Author: Efraim Chalamish

Caterpillar, the US-based global market leader in the machinery and engine industry, announced that new leadership will take over in January when Doug Umpleby, a longtime Caterpillar executive, succeeds Doug Oberhelman as the company’s CEO.

He’ll have his work cut out for him.

Caterpillar sales are tied directly to worldwide demand for construction and mining, with products such as wheel loaders and excavators. Those businesses have been yielding less revenue because of slumping demand for heavy machinery—itself the result of low commodity prices, distressed mining projects and economic slowdowns in emerging markets.

The new Caterpillar CEO is expected to pursue a financially prudent management plan to counterbalance his predecessor’s aggressive expansion, which has been criticized for overextending the company. Umpleby, who currently leads the profitable engines division, may need also to better diversify the company and prepare for the next commodity cycle boom.

Adding to Caterpillar’s challenges are slackening growth in China’s credit and construction industries; emerging competitors in the heavy machinery space and overinvestment. Future growth is unclear for China’s mining industry.

“China will continue to be crucial to the prosperity of the mining industry,” researchers for PwC noted recently in its Mine 2016 report. “Representing approximately 40% of global demand, China cannot be ignored.” At the same time, the report cautions against undue dependency, as the nation seeks to transition from a manufacturing-based economy. “As this transition gains momentum,” PwC warns, “China’s rampant demand for raw commodities seen during the boom will not be replicated.”

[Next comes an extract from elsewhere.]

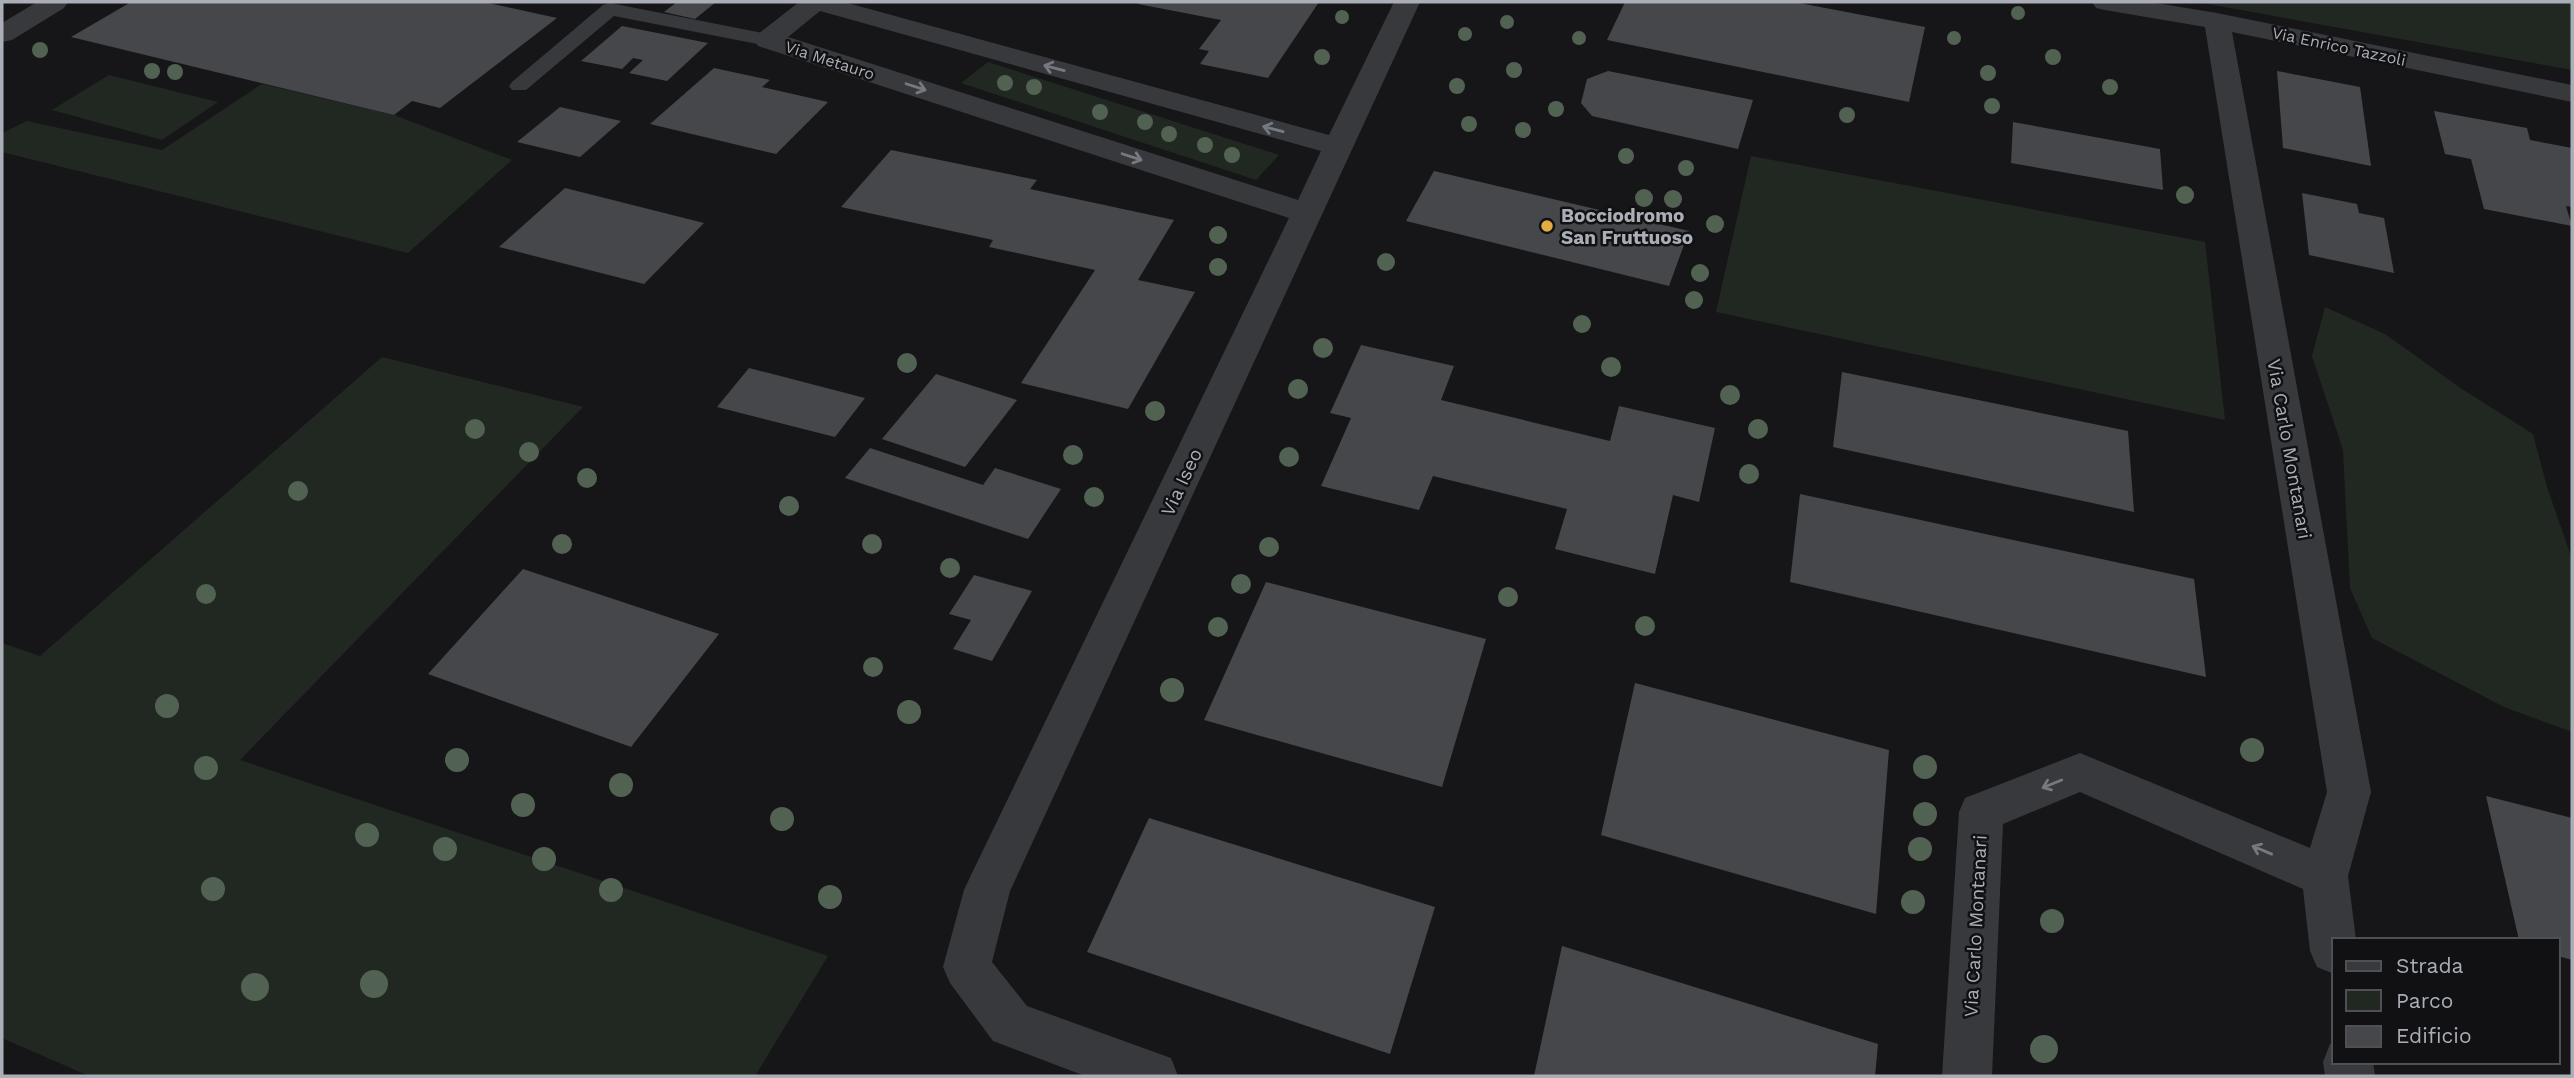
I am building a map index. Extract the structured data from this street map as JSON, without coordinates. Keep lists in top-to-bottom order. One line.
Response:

With Umpleby’s promotion, Caterpillar also will change its boardroom structure to have a separate CEO and chairman. Dave Calhoun, a private equity executive, will serve as the new chairman.

Caterpillar’s decision follows a slow-growing trend toward separating these roles. According to the Spencer Stuart Board Index report, 48% of companies in the S&P 500 have separate chairmen and CEOs; a decade ago it was 29%. In 2005, 9% had independent chairs; last year, it was 29%.